Note: Values in the same row and subtable not sharing the same subscript are significantly different at p< .05 in the two-sided test of equality for column proportions. Cells with no subscript are not included in the test. Tests assume equal variances.
Tests are adjusted for all pairwise comparisons within a row of each innermost subtable using the Bonferroni correction.

CTABLES now (V24) offers more choices and information.
You can choose between Bonferroni and Benjamini-Hockberg FDR,
and you can get the actual significance levels if you choose a separate table for the results.
You can also specify the significance levels you want and can get non-APA style indicators,
which I find more understandable.


On Fri, Oct 14, 2016 at 10:41 AM, Emet Schneiderman <[hidden email]> wrote:
You can find the adjustment formula in the Algorithms documentation under
CROSSTABS.  It is based on the subtable in the column proportions test.
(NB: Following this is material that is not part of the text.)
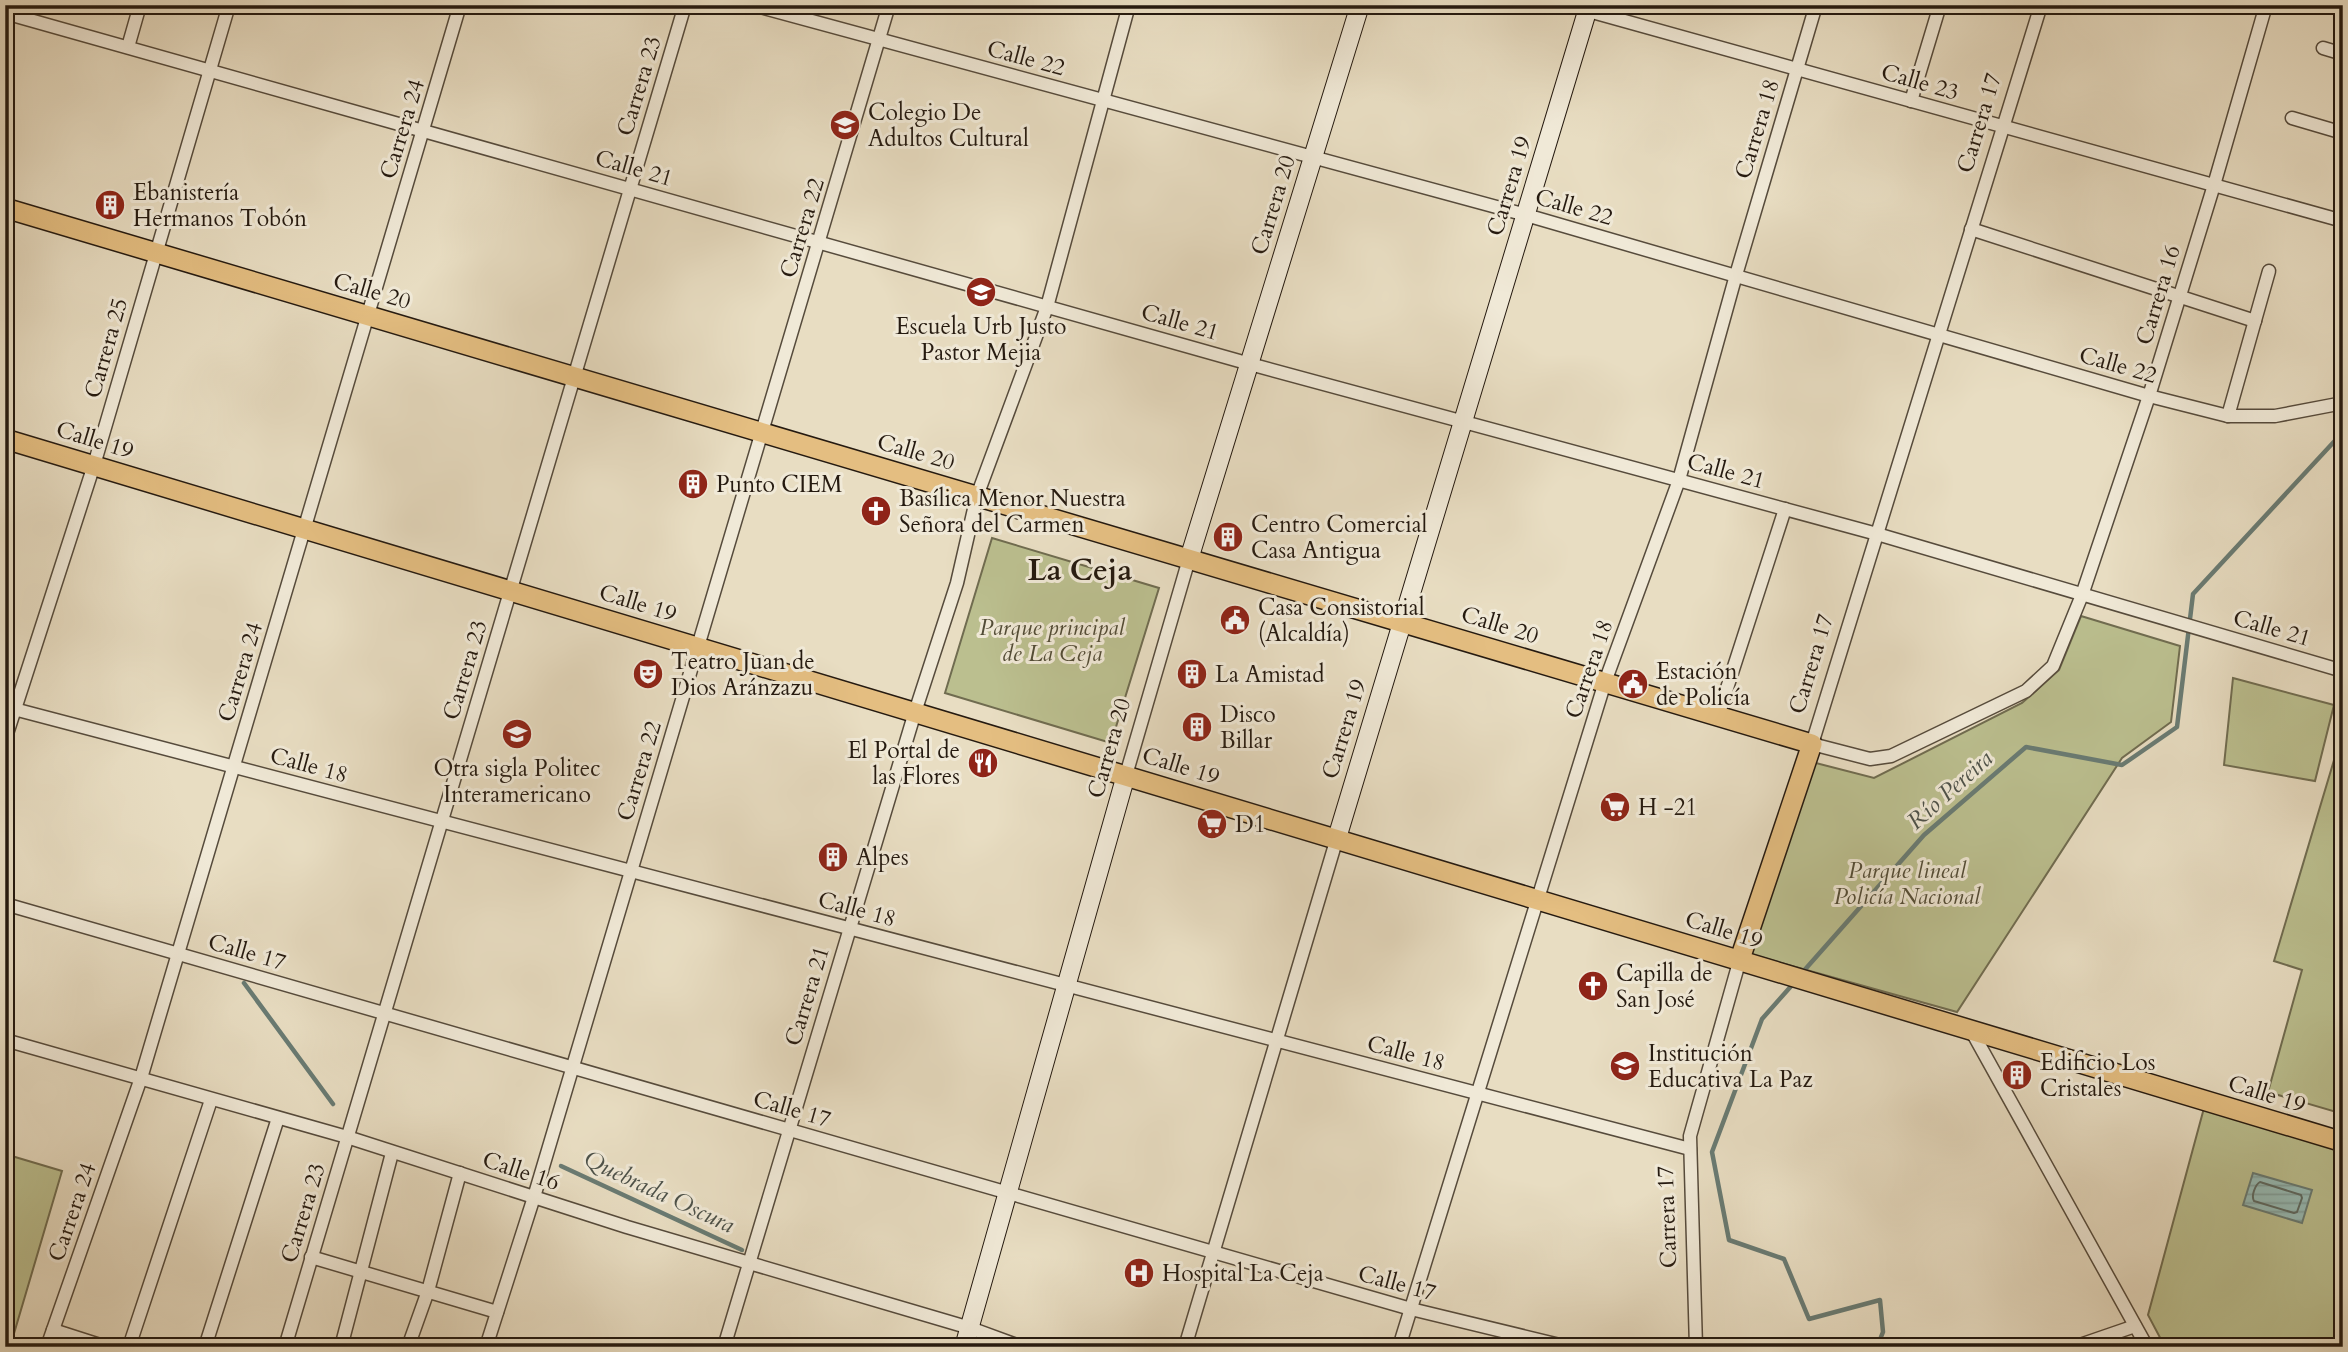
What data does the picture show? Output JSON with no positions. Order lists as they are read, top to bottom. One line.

Jon - Thanks for pointing me to the documentation.  If I understand it
correctly, the Bonferroni corrections are computed on a row by row basis,
and do not account for the total number of rows in the contingency table
(i.e., treated as independent). For example with a 6x4 contingency table (6
response levels in the rows and 4 groups in columns),  there are 6 possible
pairwise comparisons per row, so the adjusted alpha level (threshold) would
be 0.00833, (.05/6).  Is this your understanding?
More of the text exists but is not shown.